§ **What the exercise asks**
Only lines below containing the string "Torysa" should be counted; please give that count by itself.
[Data section]
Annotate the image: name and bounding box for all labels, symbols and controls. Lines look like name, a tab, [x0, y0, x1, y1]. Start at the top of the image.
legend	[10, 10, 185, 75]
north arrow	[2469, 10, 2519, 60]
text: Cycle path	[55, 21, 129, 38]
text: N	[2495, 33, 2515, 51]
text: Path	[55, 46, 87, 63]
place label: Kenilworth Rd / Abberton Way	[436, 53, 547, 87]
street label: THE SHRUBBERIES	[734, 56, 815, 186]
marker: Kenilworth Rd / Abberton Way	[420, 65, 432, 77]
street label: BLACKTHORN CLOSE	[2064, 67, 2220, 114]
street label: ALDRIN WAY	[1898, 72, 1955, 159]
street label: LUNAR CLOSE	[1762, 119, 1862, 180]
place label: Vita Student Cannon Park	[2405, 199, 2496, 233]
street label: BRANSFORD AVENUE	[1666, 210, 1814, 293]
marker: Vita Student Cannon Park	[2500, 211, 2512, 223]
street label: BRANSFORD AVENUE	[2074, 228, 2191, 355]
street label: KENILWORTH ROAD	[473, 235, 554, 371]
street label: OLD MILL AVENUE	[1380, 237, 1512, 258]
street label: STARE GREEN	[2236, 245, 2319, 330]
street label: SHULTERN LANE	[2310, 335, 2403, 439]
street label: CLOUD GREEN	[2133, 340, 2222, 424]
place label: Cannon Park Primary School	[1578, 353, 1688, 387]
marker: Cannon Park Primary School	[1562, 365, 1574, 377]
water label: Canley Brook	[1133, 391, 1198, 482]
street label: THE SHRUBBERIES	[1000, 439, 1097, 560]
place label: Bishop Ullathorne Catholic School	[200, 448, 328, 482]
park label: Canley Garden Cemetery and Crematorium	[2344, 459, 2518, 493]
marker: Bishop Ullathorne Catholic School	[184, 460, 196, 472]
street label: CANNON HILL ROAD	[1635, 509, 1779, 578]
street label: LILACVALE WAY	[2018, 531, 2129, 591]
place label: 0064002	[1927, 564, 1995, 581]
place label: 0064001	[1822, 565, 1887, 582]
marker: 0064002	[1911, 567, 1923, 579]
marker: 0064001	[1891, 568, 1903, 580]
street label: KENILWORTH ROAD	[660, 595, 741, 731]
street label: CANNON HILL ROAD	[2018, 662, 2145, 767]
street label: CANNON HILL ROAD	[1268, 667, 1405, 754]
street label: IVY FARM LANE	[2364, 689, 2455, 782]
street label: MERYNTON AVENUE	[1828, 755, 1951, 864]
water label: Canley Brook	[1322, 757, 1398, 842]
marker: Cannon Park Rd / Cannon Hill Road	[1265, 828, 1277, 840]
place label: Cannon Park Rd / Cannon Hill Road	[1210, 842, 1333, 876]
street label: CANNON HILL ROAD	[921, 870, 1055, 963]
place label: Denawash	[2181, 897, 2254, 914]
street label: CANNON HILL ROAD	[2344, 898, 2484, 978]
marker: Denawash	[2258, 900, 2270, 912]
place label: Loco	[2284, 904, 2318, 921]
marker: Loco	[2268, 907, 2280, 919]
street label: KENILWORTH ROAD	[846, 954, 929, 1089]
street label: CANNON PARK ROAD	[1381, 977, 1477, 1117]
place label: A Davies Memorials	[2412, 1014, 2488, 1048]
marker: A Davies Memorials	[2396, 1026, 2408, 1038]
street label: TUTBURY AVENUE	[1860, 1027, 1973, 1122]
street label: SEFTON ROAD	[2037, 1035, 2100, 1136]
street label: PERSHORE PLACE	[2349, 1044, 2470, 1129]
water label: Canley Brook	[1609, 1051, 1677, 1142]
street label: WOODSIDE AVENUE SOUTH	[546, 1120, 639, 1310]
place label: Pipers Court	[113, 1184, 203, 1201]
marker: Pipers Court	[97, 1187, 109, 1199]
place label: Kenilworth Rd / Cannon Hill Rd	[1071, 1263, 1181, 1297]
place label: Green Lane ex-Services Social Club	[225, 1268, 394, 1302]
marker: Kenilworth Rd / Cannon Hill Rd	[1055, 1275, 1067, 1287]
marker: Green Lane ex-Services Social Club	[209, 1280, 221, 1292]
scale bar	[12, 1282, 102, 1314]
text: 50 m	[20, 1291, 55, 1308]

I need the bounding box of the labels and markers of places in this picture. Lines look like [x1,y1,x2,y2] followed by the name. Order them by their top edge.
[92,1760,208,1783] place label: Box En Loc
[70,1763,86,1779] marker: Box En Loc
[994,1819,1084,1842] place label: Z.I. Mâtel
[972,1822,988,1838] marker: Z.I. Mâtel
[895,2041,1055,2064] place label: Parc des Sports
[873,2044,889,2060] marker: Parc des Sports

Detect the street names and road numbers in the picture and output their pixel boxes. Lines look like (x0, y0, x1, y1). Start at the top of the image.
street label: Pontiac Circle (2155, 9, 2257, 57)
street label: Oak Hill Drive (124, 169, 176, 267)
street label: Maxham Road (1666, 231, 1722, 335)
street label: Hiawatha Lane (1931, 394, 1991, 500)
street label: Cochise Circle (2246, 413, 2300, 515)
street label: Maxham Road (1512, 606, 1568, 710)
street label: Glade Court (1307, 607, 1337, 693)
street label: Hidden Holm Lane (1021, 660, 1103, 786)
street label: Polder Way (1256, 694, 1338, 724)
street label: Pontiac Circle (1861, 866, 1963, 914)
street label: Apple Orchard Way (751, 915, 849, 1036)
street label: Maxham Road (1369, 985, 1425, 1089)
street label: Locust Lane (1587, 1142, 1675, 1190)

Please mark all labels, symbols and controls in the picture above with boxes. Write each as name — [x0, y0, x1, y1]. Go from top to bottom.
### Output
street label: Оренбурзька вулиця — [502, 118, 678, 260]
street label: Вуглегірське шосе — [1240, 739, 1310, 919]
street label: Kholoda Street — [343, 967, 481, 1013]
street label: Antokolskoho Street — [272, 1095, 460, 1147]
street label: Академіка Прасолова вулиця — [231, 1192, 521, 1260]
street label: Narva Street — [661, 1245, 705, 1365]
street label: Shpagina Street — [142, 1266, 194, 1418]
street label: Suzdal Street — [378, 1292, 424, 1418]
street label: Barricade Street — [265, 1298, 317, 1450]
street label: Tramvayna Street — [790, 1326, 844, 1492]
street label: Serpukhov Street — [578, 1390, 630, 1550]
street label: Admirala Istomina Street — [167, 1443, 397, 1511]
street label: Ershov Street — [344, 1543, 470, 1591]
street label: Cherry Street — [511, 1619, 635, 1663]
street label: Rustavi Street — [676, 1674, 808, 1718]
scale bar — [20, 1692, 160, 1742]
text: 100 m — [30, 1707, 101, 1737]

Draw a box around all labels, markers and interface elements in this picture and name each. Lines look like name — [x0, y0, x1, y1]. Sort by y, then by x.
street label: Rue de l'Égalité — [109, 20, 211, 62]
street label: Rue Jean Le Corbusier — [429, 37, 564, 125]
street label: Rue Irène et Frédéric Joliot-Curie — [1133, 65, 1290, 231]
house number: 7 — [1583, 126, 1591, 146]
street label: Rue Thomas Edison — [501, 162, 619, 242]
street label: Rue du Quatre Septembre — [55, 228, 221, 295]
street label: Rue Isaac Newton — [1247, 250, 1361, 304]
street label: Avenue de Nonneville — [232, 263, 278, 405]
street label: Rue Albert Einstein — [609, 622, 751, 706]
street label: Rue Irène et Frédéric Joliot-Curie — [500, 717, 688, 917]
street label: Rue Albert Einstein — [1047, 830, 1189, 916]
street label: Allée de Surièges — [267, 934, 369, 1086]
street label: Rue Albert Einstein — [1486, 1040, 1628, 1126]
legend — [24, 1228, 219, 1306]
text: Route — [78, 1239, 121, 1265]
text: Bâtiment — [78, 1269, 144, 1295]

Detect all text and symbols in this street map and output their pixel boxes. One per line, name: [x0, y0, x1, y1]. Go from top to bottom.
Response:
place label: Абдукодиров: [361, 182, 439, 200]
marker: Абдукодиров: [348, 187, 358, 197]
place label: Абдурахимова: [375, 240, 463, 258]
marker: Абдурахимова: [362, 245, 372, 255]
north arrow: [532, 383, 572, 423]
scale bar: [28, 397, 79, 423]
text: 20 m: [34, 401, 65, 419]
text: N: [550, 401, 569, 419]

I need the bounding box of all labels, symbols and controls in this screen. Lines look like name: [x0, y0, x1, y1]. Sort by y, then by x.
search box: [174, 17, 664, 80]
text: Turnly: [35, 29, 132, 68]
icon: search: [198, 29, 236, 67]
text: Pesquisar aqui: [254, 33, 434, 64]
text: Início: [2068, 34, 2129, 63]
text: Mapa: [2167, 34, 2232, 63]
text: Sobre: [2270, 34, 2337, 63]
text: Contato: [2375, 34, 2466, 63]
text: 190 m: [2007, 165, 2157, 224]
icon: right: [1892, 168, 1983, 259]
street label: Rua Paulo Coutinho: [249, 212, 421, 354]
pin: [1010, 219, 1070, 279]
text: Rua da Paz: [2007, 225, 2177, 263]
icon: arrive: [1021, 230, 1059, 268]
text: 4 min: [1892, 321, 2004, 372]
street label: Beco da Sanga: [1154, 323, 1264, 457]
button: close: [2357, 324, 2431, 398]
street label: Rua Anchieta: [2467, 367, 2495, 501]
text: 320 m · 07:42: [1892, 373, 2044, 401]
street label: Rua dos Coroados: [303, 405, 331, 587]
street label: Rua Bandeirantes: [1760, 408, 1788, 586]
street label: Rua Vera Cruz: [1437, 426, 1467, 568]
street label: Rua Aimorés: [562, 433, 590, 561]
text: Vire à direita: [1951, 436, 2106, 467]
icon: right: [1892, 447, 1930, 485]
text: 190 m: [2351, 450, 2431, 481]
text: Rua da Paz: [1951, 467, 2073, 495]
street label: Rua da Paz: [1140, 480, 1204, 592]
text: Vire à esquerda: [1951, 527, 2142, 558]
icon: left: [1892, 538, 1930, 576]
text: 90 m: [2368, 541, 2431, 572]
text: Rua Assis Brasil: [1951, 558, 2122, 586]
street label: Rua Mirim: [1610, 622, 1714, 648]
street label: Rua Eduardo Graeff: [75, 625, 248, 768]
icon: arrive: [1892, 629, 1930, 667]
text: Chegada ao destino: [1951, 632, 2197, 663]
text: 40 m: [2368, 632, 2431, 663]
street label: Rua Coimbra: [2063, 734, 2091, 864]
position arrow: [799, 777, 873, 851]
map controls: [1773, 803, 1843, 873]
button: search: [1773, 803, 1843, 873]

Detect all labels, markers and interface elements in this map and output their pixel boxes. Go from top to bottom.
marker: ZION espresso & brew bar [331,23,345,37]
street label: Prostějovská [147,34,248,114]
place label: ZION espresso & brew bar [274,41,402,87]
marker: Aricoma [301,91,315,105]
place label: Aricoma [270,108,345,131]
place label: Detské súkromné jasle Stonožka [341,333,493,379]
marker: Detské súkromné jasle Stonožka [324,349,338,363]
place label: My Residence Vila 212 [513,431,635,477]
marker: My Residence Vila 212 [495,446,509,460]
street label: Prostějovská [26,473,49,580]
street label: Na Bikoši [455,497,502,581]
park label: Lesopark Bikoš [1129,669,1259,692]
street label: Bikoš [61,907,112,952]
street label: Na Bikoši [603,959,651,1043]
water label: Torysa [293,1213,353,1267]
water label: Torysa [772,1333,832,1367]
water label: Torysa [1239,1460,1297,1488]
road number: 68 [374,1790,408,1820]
[/Data section]
§ **Solution for this problem**
3